### What you need to do
Reproduce, exactly as they appear, the line containing "For a GIS import: Give" and every line after it, ending with the last line of the records.

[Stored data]
- Opening Delimiter -
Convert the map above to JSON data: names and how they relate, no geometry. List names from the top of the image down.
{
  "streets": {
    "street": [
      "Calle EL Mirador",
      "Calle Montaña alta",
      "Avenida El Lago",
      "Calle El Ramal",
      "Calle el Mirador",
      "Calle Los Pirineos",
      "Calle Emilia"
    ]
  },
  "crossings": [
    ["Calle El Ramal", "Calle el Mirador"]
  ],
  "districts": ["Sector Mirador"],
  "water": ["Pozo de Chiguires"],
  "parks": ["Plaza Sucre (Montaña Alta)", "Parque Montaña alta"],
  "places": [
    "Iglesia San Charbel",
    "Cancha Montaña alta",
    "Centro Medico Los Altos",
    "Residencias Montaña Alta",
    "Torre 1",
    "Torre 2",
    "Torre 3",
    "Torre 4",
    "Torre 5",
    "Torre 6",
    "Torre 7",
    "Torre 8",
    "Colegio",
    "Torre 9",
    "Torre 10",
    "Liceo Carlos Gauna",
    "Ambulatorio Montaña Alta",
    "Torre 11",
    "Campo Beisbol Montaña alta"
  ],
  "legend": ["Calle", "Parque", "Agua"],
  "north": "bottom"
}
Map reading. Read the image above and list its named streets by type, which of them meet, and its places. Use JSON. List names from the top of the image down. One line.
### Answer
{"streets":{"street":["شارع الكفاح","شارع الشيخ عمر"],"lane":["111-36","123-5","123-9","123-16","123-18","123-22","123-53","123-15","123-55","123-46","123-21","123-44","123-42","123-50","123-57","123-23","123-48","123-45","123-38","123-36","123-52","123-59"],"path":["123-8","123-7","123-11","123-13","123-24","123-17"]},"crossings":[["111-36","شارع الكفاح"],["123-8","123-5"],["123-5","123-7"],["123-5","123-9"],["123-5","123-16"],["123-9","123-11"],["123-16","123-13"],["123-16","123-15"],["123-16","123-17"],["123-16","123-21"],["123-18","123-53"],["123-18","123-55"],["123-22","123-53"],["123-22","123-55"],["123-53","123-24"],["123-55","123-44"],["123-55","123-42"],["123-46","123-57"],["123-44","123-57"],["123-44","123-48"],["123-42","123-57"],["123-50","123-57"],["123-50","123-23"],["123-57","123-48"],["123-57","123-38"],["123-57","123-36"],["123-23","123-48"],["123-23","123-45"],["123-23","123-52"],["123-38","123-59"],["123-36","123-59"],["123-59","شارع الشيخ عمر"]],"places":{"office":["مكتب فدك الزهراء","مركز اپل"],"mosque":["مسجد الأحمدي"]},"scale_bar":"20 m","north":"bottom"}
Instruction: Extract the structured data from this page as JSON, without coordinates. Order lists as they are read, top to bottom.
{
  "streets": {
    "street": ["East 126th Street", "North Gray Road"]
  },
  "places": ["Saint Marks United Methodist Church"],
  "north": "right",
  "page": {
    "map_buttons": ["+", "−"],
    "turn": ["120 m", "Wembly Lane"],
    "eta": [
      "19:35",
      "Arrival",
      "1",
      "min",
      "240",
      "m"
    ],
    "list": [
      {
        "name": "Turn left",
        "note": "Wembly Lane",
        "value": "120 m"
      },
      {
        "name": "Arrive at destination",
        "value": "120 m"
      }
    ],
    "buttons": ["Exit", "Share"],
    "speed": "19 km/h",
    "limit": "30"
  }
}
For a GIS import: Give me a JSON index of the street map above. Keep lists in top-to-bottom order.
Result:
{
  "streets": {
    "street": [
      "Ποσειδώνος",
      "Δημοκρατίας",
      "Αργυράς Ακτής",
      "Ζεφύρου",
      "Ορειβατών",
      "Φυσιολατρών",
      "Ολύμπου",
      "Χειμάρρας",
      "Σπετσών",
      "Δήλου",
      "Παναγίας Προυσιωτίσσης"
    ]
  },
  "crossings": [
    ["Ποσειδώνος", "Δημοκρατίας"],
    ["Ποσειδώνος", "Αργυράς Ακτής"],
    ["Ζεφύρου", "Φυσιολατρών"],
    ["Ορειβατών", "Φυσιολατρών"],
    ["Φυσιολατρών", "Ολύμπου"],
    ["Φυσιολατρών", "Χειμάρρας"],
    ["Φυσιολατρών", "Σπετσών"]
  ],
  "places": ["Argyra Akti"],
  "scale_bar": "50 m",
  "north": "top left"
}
- Closing Delimiter -
### Finished task
For a GIS import: Give me a JSON index of the street map above. Keep lists in top-to-bottom order.
Result:
{
  "streets": {
    "street": [
      "Ποσειδώνος",
      "Δημοκρατίας",
      "Αργυράς Ακτής",
      "Ζεφύρου",
      "Ορειβατών",
      "Φυσιολατρών",
      "Ολύμπου",
      "Χειμάρρας",
      "Σπετσών",
      "Δήλου",
      "Παναγίας Προυσιωτίσσης"
    ]
  },
  "crossings": [
    ["Ποσειδώνος", "Δημοκρατίας"],
    ["Ποσειδώνος", "Αργυράς Ακτής"],
    ["Ζεφύρου", "Φυσιολατρών"],
    ["Ορειβατών", "Φυσιολατρών"],
    ["Φυσιολατρών", "Ολύμπου"],
    ["Φυσιολατρών", "Χειμάρρας"],
    ["Φυσιολατρών", "Σπετσών"]
  ],
  "places": ["Argyra Akti"],
  "scale_bar": "50 m",
  "north": "top left"
}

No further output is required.